In California, a Homeowner Association (HOA) cannot prohibit individual owners from replacing their existing landscaping with low-water-using plants. That limitation on an association’s rules or actions is a result of legislation (AB 2104, Gonzalez) passed last year and that was initiated in response to the state of (drought) emergency declared by Governor Brown.
But what happens when the drought is over? (We trust that someday it will be over.) Will HOAs then be able to revert to the rules they had back in the day when we all thought there was plenty of water? Will they be able, as some had done, to require green lawns and lush, well-watered landscaping?
(This is not a small issue, confined only to those occasional condominium units that may have a small yard where grass and some flowers can be grown. In California, there are more than 50,000 common interest developments [CIDs], comprising over 4.8 million housing units — all subject to recorded regulations [CC&Rs] and HOA oversight. They are not all no-yard condominiums.

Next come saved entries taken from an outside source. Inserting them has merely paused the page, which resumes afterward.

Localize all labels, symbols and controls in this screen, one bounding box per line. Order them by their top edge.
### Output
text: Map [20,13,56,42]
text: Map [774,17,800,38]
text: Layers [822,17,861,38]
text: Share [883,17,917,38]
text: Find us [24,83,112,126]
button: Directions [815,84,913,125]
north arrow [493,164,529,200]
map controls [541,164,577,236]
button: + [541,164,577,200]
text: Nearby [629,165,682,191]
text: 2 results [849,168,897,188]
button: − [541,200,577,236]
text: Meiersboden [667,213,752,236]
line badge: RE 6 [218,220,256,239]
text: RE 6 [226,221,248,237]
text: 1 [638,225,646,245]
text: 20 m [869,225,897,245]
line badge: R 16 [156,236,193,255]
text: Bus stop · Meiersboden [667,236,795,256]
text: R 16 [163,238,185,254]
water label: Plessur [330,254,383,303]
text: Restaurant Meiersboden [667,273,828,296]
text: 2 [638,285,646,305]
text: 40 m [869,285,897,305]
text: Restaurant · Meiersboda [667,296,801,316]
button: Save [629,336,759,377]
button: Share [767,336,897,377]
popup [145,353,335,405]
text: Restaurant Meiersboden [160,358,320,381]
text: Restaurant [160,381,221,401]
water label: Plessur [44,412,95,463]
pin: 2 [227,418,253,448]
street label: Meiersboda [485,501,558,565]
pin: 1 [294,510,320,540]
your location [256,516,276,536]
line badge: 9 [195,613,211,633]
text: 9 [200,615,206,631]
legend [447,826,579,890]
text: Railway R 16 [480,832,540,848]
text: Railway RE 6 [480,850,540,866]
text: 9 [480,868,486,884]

Many are free-standing homes, some with very large yards, within an association.)
As a result of AB 349 (Gonzalez), which was signed into law by the Governor on Sept. 4, 2015, the answer to the question above is “no”. AB 349 prohibits “…a requirement that an owner of a separate interest remove or reverse water-efficient landscaping measures, installed in response to a declaration of a state of emergency, upon the conclusion of the state of emergency.” If you pulled out your lawn and planted cactus because of the drought, then when the drought is over you can leave it that way. If you want to.

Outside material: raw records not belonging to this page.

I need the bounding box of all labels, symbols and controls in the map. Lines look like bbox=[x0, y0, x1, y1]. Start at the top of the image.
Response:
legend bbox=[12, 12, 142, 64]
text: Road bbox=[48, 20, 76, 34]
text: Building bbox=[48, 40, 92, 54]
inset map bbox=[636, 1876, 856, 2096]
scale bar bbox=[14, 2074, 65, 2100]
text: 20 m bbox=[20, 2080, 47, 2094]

AB 349 does something else as well. It “voids or makes unenforceable, any provision of a CID governing document or architectural or landscaping guidelines or policies that prohibit the use of artificial turf or any other synthetic surface that resembles grass.”
The latter provision was the cause of some controversy, as was expressed in the opposition of ECHO (Educational Community for Homeowners). The opposition was two-fold: (1) “…environmental and public health concerns related to the installation of artificial turf, including the ‘possible unknown health impacts that could be caused by synthetic turf…”; and (2) the undermining of local control (that is, within the CID).
As the Senate Legislative Analysis pointed out, two previous Governors had vetoed similar legislation. “In 2010, the Legislature passed AB 1793 (Saldaña, 2010), a bill that would have rendered void and unenforceable any provision of the governing documents or architectural or landscaping guidelines or policies of a homeowner association that prohibited the use of artificial turf or any other synthetic surface that resembles grass.” Governor Schwarzenegger’s veto message said that such decisions should be left to the associations.
“A year later the Legislature passed SB 759 (Lieu, 2011) which was substantially similar to AB 1793 and this bill (AB 349). Governor Brown vetoed that bill on essentially the same grounds.”
Be all that as it may, this year the provision — mandating the approval of synthetic turf — received gubernatorial approval. An association may be allowed to adopt reasonable restrictions — for example, as to color — but it may not prohibit the material outright.
AB 349 was considered “an urgency statute necessary for the immediate preservation of the public peace, health, or safety…”, so it became effective immediately. It is the law.